Another use case for the snapshots metadata table is to monitor the types and frequency of operations performed on the table over time. This could be useful for understanding the workload and usage patterns of the table. Here is an SQL query that shows the count of each operation type over time:

SELECT
 operation,
 COUNT(*) AS operation_count,
 DATE(committed_at) AS date
FROM
 catalog.table.snapshots
GROUP BY
 operation,
 DATE(committed_at)
ORDER BY
 date;

The snapshots metadata table in Apache Iceberg serves as a valuable resource for managing dataset versions, supporting time-travel queries, and performing incremental processing, optimization, and replication. It enables users to effectively track changes, access historical states, and efficiently manage datasets.

The following SQL will allow you to query the snapshots table to see all of its data:

-- Spark SQL
SELECT * FROM my_catalog.table.snapshots;
-- Trino
SELECT * FROM "table$snapshots"

files Metadata Table

The files metadata table showcases the current datafiles within a table and furnishes detailed information about each of them, from their location and format to their content and partitioning specifics.
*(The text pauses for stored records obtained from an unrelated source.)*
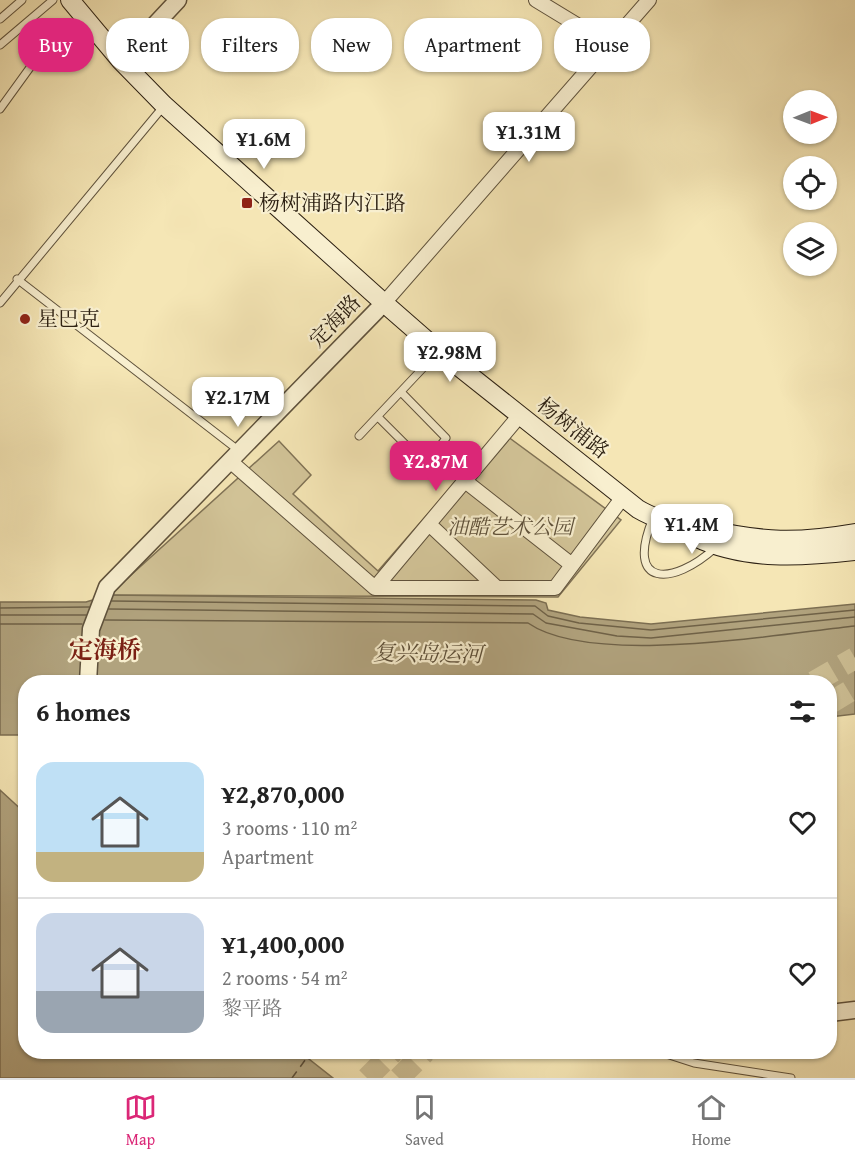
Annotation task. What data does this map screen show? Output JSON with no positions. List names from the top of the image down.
{
  "streets": {
    "main road": ["杨树浦路"],
    "street": ["定海路"]
  },
  "crossings": [
    ["定海路", "杨树浦路"]
  ],
  "districts": ["定海桥"],
  "water": ["复兴岛运河"],
  "parks": ["油酷艺术公园"],
  "places": {
    "transit": ["杨树浦路内江路"],
    "other": ["星巴克"]
  },
  "north": "right",
  "page": {
    "chip": [
      "Buy",
      "Rent",
      "Filters",
      "New",
      "Apartment",
      "House"
    ],
    "price": [
      "¥1.31M",
      "¥1.6M",
      "¥2.98M",
      "¥2.17M",
      "¥2.87M",
      "¥1.4M"
    ],
    "heading": "6 homes",
    "list": [
      {
        "name": "¥2,870,000",
        "note": "3 rooms · 110 m² · Apartment"
      },
      {
        "name": "¥1,400,000",
        "note": "2 rooms · 54 m² · 黎平路"
      }
    ],
    "tabs": ["Map", "Saved", "Home"]
  }
}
Field Name Description Data Type Example Value
content The content field represents the type of content in the file, with a 0 signifying a datafile, 1 a position delete file, and 2 an equality delete file. int 0
file_path file_path gives the exact location of each file. This helps facilitate access to each data file when needed. string …/table/data/00000-3-8d6d60e8-d427-4809-bcf0-f5d45a4aad96.parquet
file_format The file_format field indicates the format of the data file, for instance, whether it’s a Parquet, Avro, or ORC file. string PARQUET
spec_id The spec_id field corresponds to the partition spec ID that the file adheres to, providing a reference to how the data is partitioned. int 0
partition The partition field provides a representation of the datafile’s specific partition, indicating how the data within the file is divided for optimized access and query performance. struct {1999-01-01, 01}
record_count The record_count field reports the number of records contained within each file, giving a measure of the file’s data volume. int 1
file_size_in_bytes The file_size_in_bytes field provides the total size of the file in bytes. int 597
columns_sizes The column_sizes field furnishes the sizes of the individual columns. map [1 -> 90, 2 -> 62]
value_counts The value_counts field provides the count of non-null values, in each column map [1 -> 1, 2 -> 1]
null_value_counts The null_value_counts field provides the count of null values in each column. map [1 -> 0, 2 -> 0]
nan_value_counts The nan_value_counts fields provide the count of NaN (Not a Number) values in each column. map []
lower_bounds The lower_bounds field holds the minimum value in each column, providing essential insights into the data range within each file. map [1 -> , 2 -> c]
upper_bounds The upper_bounds field holds the maximum value in each column, providing essential insights into the data range within each file. map [1 -> , 2 -> c]
key_metadata The key_metadata field contains implementation-specific metadata, if any exists. binary null
split_offsets The split_offsets field provides the offsets at which the file is split into smaller segments for parallel processing. list [4]
equality_ids The equality_ids field corresponds to the IDs relating to equality delete files, if any exist. list null
sort_order_id The sort_order_id field corresponds to the IDs of the table’s sort order, if it has one. int null

Schema of the files metadata table

There are many possible use cases for the files metadata table, including determining whether a partition should be rewritten, identifying partitions that need data repair, finding the total size of a snapshot, and getting a list of files from a previous snapshot.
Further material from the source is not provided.